The victor was 30-year old Kofi Frimpong whose confident delivery belied months of perfecting his pitch. A former Princeton undergrad, he won a couple of pitching rounds for his ideas when he was 22-years old and now runs a start-up Socionado in Los Angeles, which connect freelancers with a business.
The patterning to his approach, seems consistent with several successful pitching crafts and the approach to organising a successful powerpoint deck. Before you continue reading this, see if you can spot the characteristics. It may appear formulaic but the heavy lifting comes in simplifying the idea.
It goes like this.
- Start of with framing a significant change or shift that’s occurring creating a reason that should concern the listener. It can be couched as a stat in a question.
- Present how the shift that is a problem could be addressed. (This is akin to the lit review)
- For researchers, here’s next where you pose your research question.

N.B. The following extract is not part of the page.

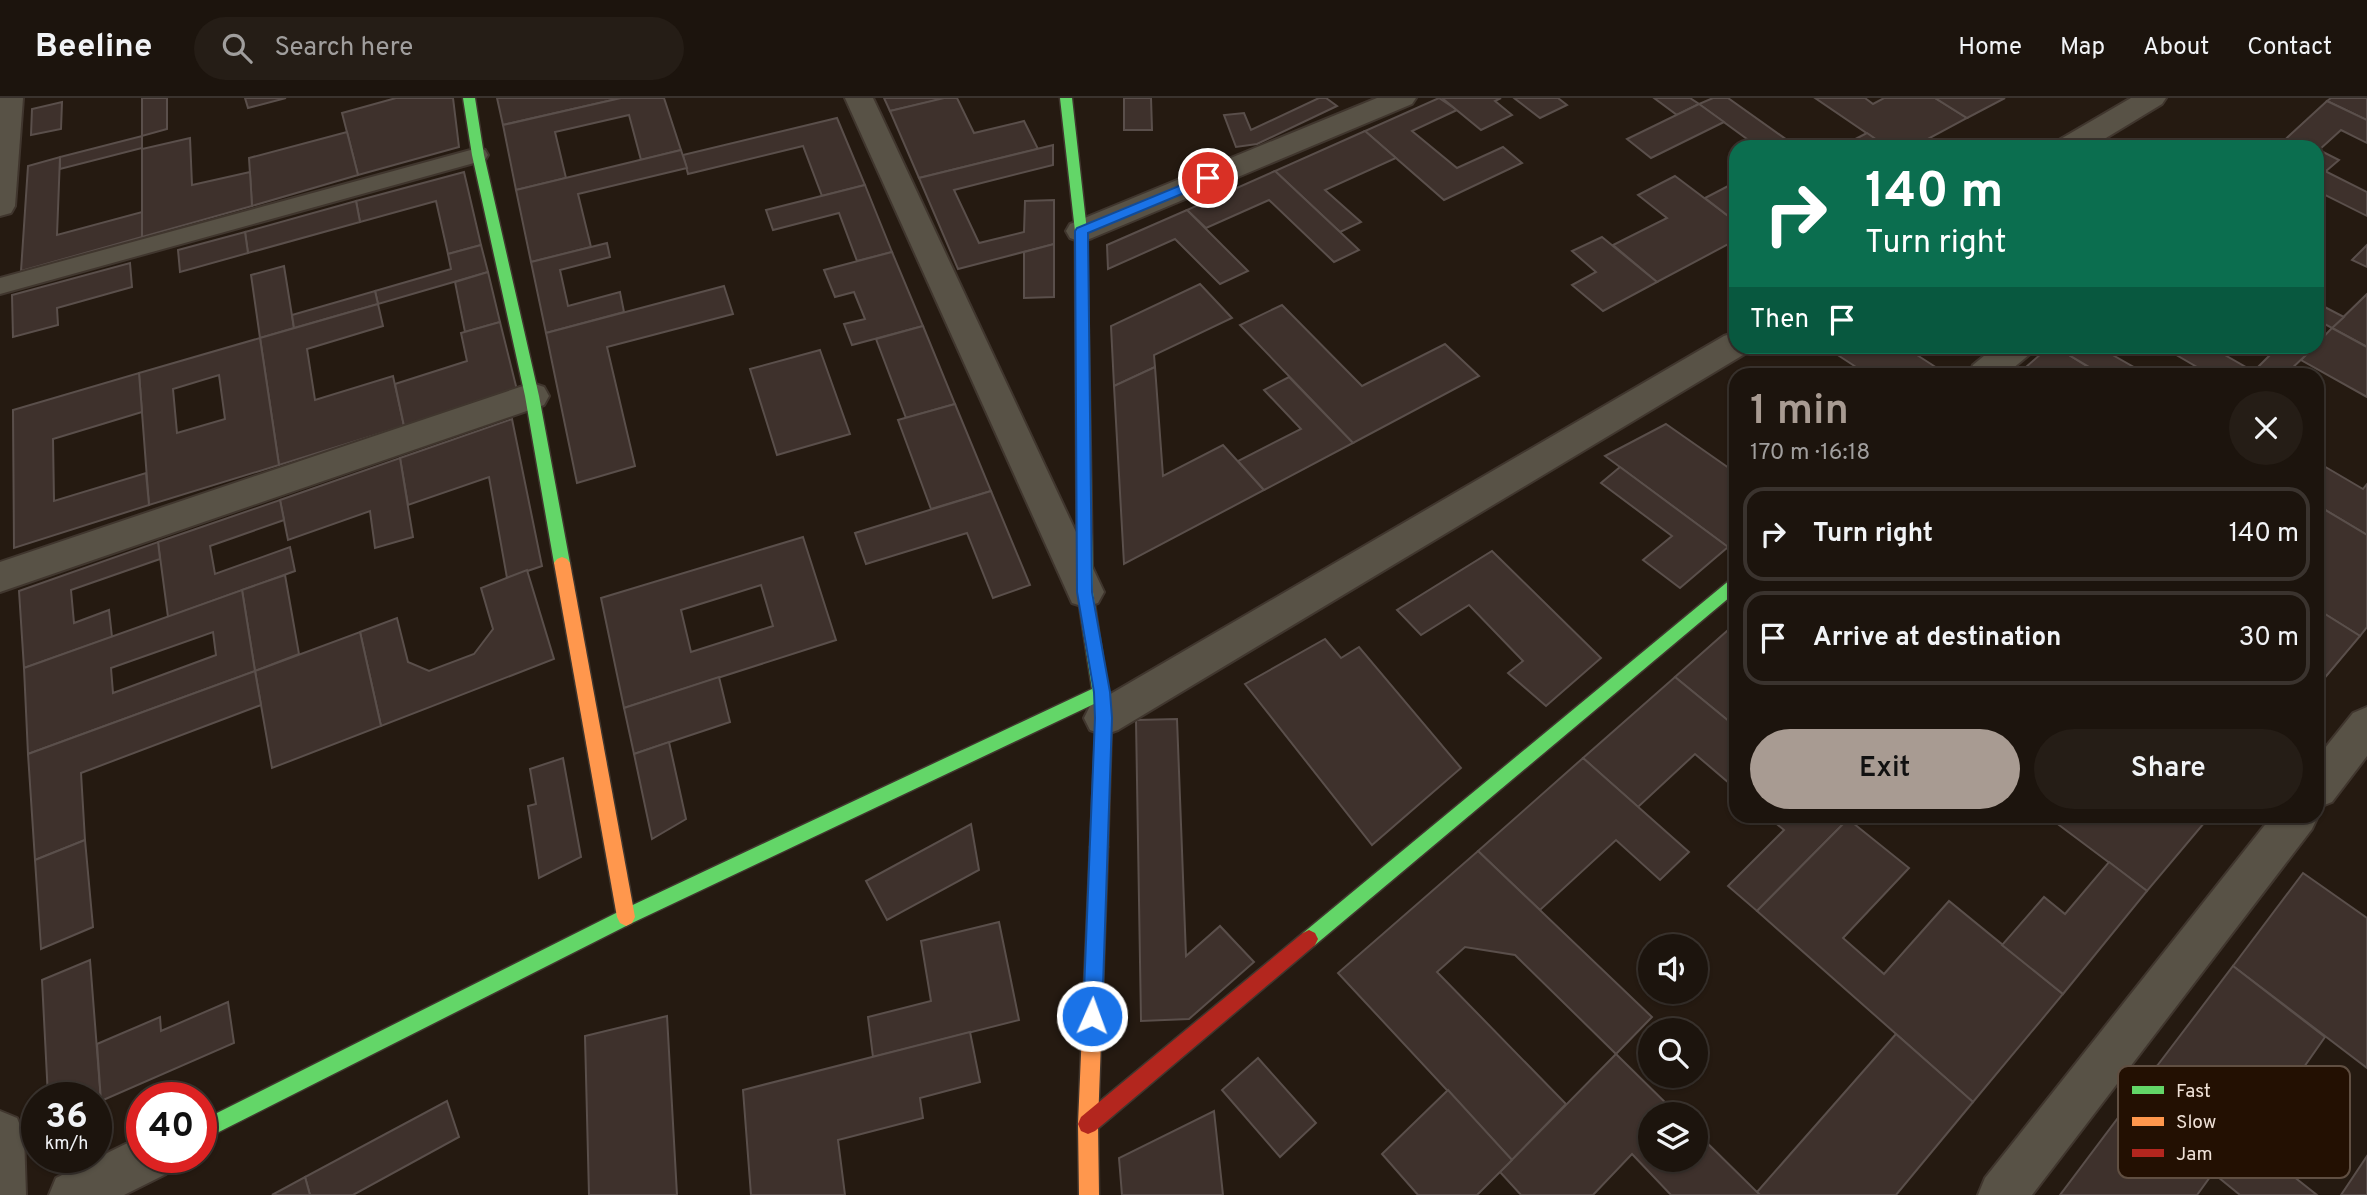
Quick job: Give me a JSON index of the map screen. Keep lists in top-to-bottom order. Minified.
{"legend":["Fast","Slow","Jam"],"page":{"header":"Beeline","search":"Search here","nav":["Home","Map","About","Contact"],"turn":["140 m","Turn right"],"then":"Then","heading":["1 min","170 m · 16:18"],"list":[{"name":"Turn right","value":"140 m"},{"name":"Arrive at destination","value":"30 m"}],"buttons":["Exit","Share"],"speed":"36 km/h","limit":"40"}}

The research question needs to be containable.
- Say how might you go about examining/ solving this problem/ researching question (this is the Meth + results in 2/3 sentences).
- Kofi finishes with a thank you and how excited he is. It’s an example of the Peak-end rule that states that we tend to remember the best or worst parts of a pitch and the end. Therefore how you finish a pitch can create powerful memorable impressions.
Sure you’ll allowed to feel nervous, but preparation is important. Steve Jobs was known for his hours of prep for a product launch.
In his book Zero to One, Notes on Start ups or how to build the future. Serial entrepreneur Peter Thiel with Blake Masters writes about lessons entrepreneurs learned after the 2000 dotcom crash which hold today.
- In your project look to mapping small incremental ideas. Don’t expect to slay the project in one go and avoid Amazon ideas.
- Be lean, which means be prepared to be agile. Build in contingencies in your workflow. If this doesn’t work, what next will I do?
- Base your idea on exemplars — a swot analysis will reveal whether you have a competitive advantage. So research the idea before it’s pitched.
- In dotcom world it’s about focusing on product rather than sales, translating that to pitching requires understanding the audience likely to engage with the idea, rather than an onus on rhetorical persuasion to push through the idea. In design terms this is design thinking, where each part of the journey involves a feedback loop with receivers of your work.
In the second semester in Emerging Journalism, we’ll be applying parallel principles to the creation of journalistic prototypes created by you. In the meantime happy researching.